Target Acquisition with STIS

Because all STIS spectroscopic aperatures are smaller than 3 arcseconds, STIS spectroscopic and coronagraphic observations require an acquisition (ACQ) and possibly and acquisition peak up (ACQ/PEAK) to center the slit or coronagraphic bar on the target. The STIS target acquisition uses the CCD camera to image the target and the on-board software allows for locating the position of the target. 

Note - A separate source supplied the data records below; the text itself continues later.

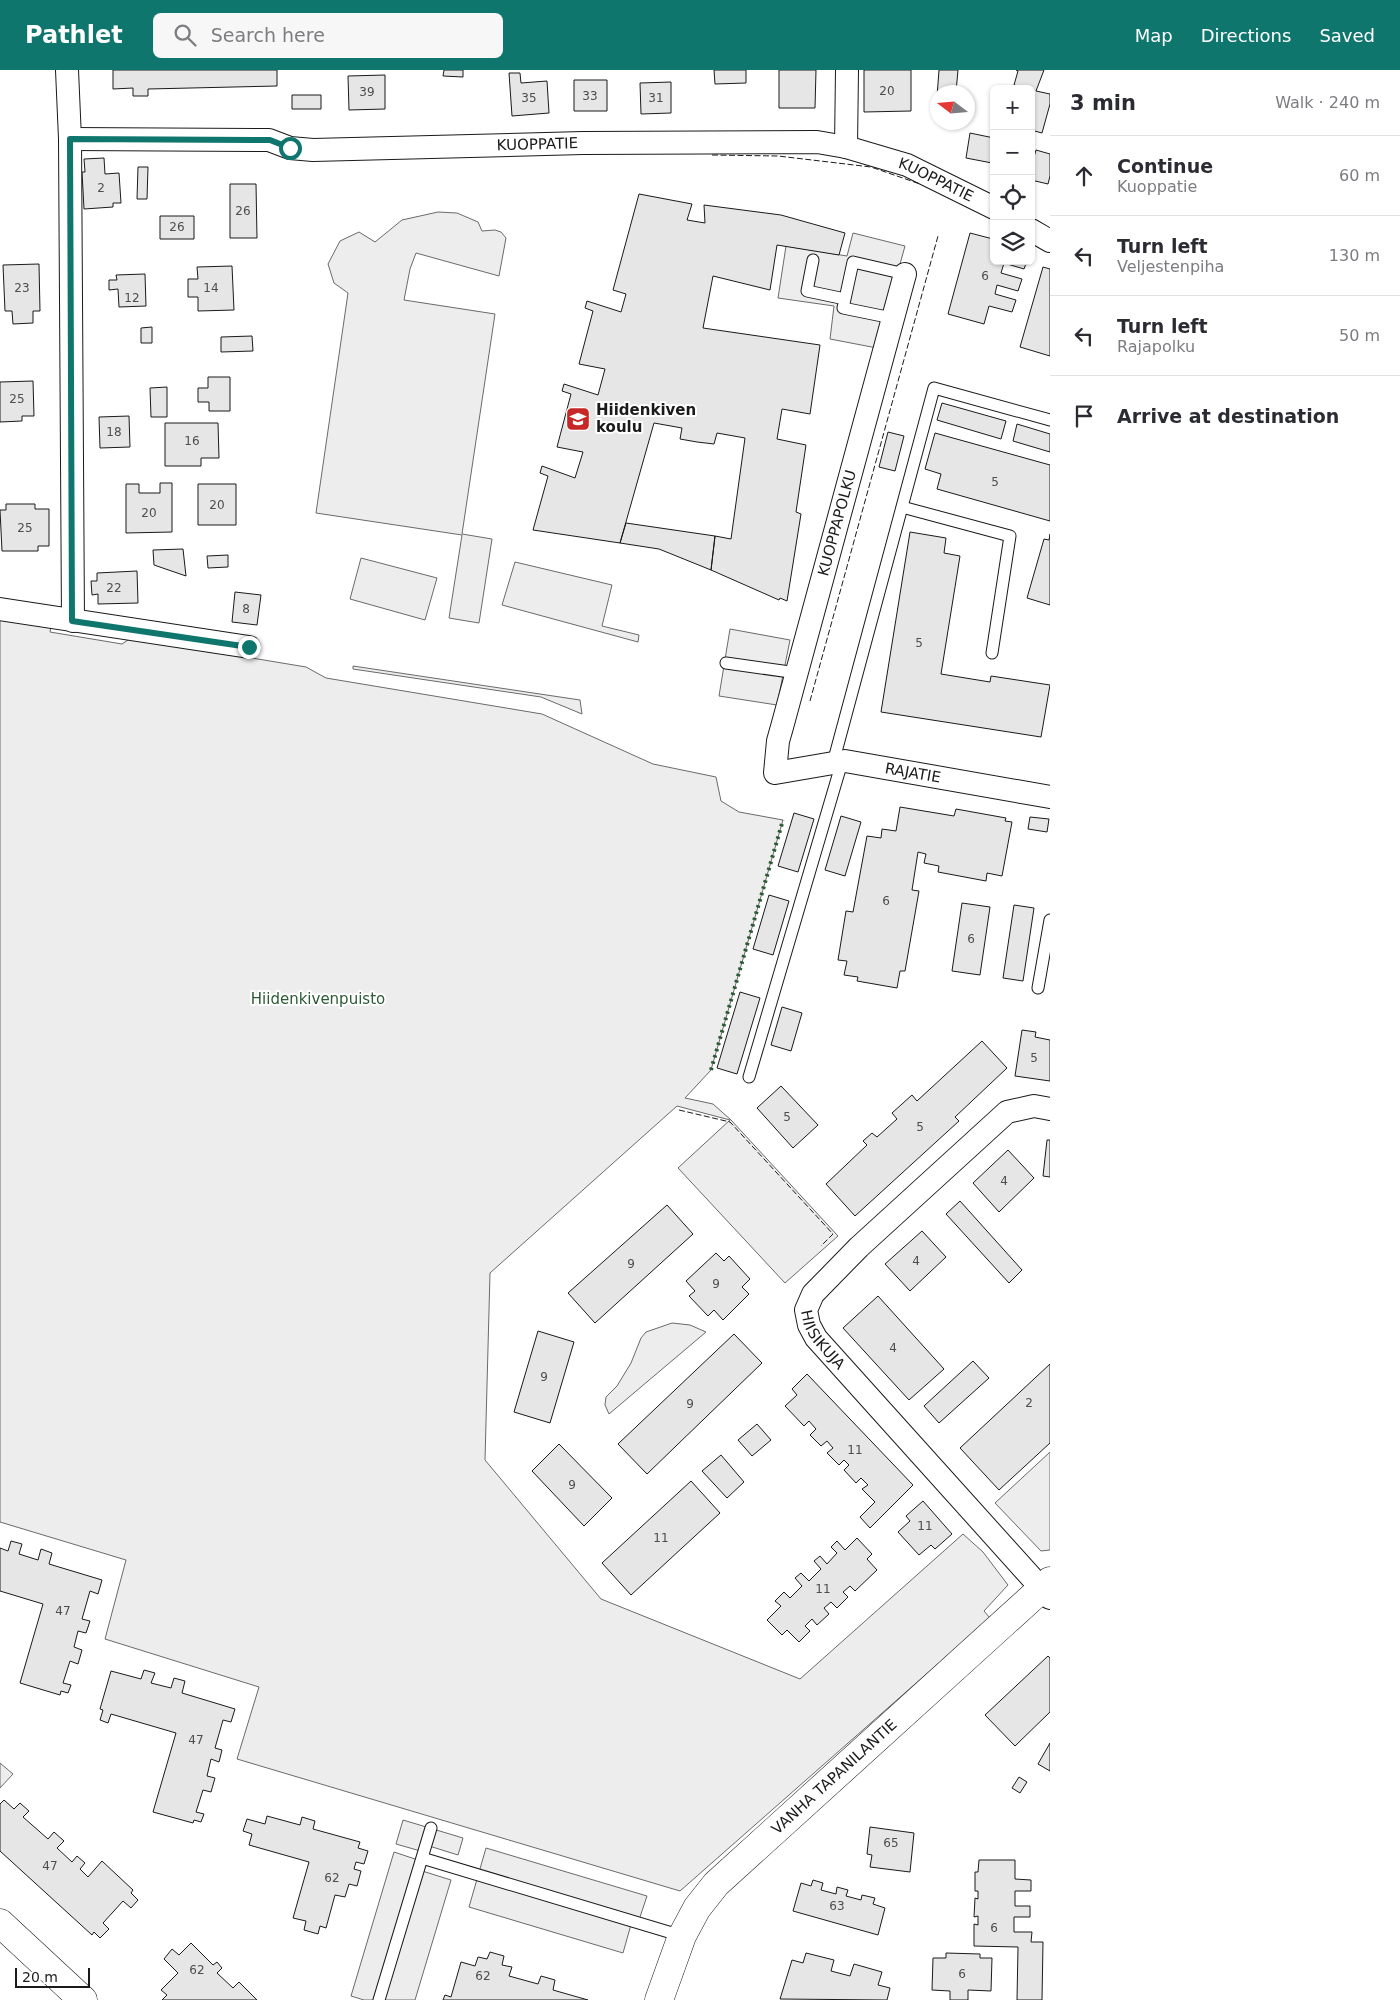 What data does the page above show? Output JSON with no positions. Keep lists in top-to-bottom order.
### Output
{
  "streets": {
    "street": [
      "KUOPPATIE",
      "KUOPPAPOLKU",
      "RAJATIE",
      "HIISIKUJA",
      "VANHA TAPANILANTIE"
    ]
  },
  "crossings": [
    ["KUOPPAPOLKU", "RAJATIE"],
    ["HIISIKUJA", "VANHA TAPANILANTIE"]
  ],
  "parks": ["Hiidenkivenpuisto"],
  "places": {
    "school or university": ["Hiidenkiven koulu"]
  },
  "house_numbers": [
    "20",
    "39",
    "33",
    "35",
    "31",
    "2",
    "26",
    "26",
    "6",
    "23",
    "14",
    "12",
    "25",
    "18",
    "16",
    "5",
    "20",
    "20",
    "25",
    "22",
    "8",
    "5",
    "6",
    "6",
    "5",
    "5",
    "5",
    "4",
    "4",
    "9",
    "9",
    "4",
    "9",
    "2",
    "9",
    "11",
    "9",
    "11",
    "11",
    "11",
    "47",
    "47",
    "65",
    "47",
    "62",
    "63",
    "6",
    "62",
    "6",
    "62"
  ],
  "scale_bar": "20 m",
  "north": "left",
  "page": {
    "header": "Pathlet",
    "search": "Search here",
    "nav": ["Map", "Directions", "Saved"],
    "heading": ["3 min", "Walk · 240 m"],
    "map_buttons": ["+", "−"],
    "list": [
      ["Continue", "Kuoppatie", "60 m"],
      ["Turn left", "Veljestenpiha", "130 m"],
      ["Turn left", "Rajapolku", "50 m"],
      "Arrive at destination"
    ],
    "scale": "20 m"
  }
} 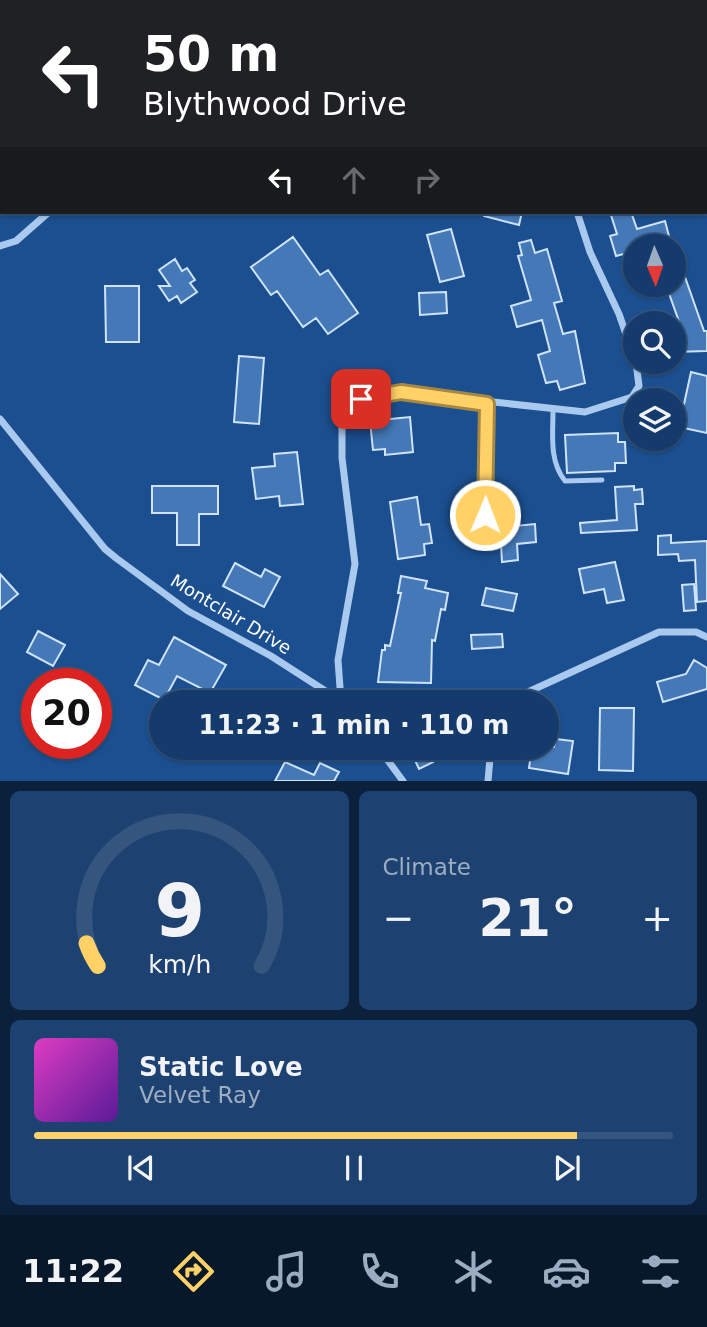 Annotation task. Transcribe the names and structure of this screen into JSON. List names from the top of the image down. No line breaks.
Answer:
{"streets":{"street":["Montclair Drive"]},"north":"bottom","page":{"turn":["50 m","Blythwood Drive"],"limit":"20","trip":"11:23 · 1 min · 110 m","tile":"Climate","heat":["−","21°","+"],"song":["Static Love","Velvet Ray"],"tabs":"11:22","gauge":["9","km/h"]}}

Measuring Accurate Positions

Before observing even starts, you must have an accurate position for your target. For stationary targets, you must measure the coordinates in the Guide Star reference frame and include the PLATE-ID in the target information section of the Phase 2 Proposal. If you measure positions from WFPC2 or STIS images, you can get the PLATE-ID using files included with those datasets in the archive. If the target-centering procedures described below would not work well for your target because it is extended, complex, or near a brighter object, you will need to measure the coordinates of an offset target and measure the displacement from that object to your science target. For information on specifying the positions of solar system objects, see the Phase 2 Proposal Instructions.

Acquisition of the Target

Once the telescope acquires the guide stars for your target, your specified target position will be within ~1-2 arcsec of the aperture center. For observations taken through slits which are smaller than 3 arcseconds in either dimension, and for use of the coronographic bars, you will need to specify an ACQ exposure to center the target in the science aperture. For V < 21 mag, the nominal accurancy of a point source acquisition is 0.01 arcsecond.

 

Below are helpful resources and information regarding target acquisitions with STIS. For even more information, please see the STIS Instrument Handbook.

Peaking Up on the Target

If you use slits less than or equal to 0.1 arcsecond wide or the narrow coronographic bars, and you want to center a point or point-like source more accurately (to about 5% of the slitwidth), you should follow the acquisition with a peakup procedure (ACQ/PEAK). You may also want to do a peakup on your object if you have moved to it from an acquired offset star, in case there are uncertainties in the offset. If your observations with narrow slits or coronographic bars span more than 4 or 5 orbits, you should repeat the peakup to compensate for the drift of the telescope.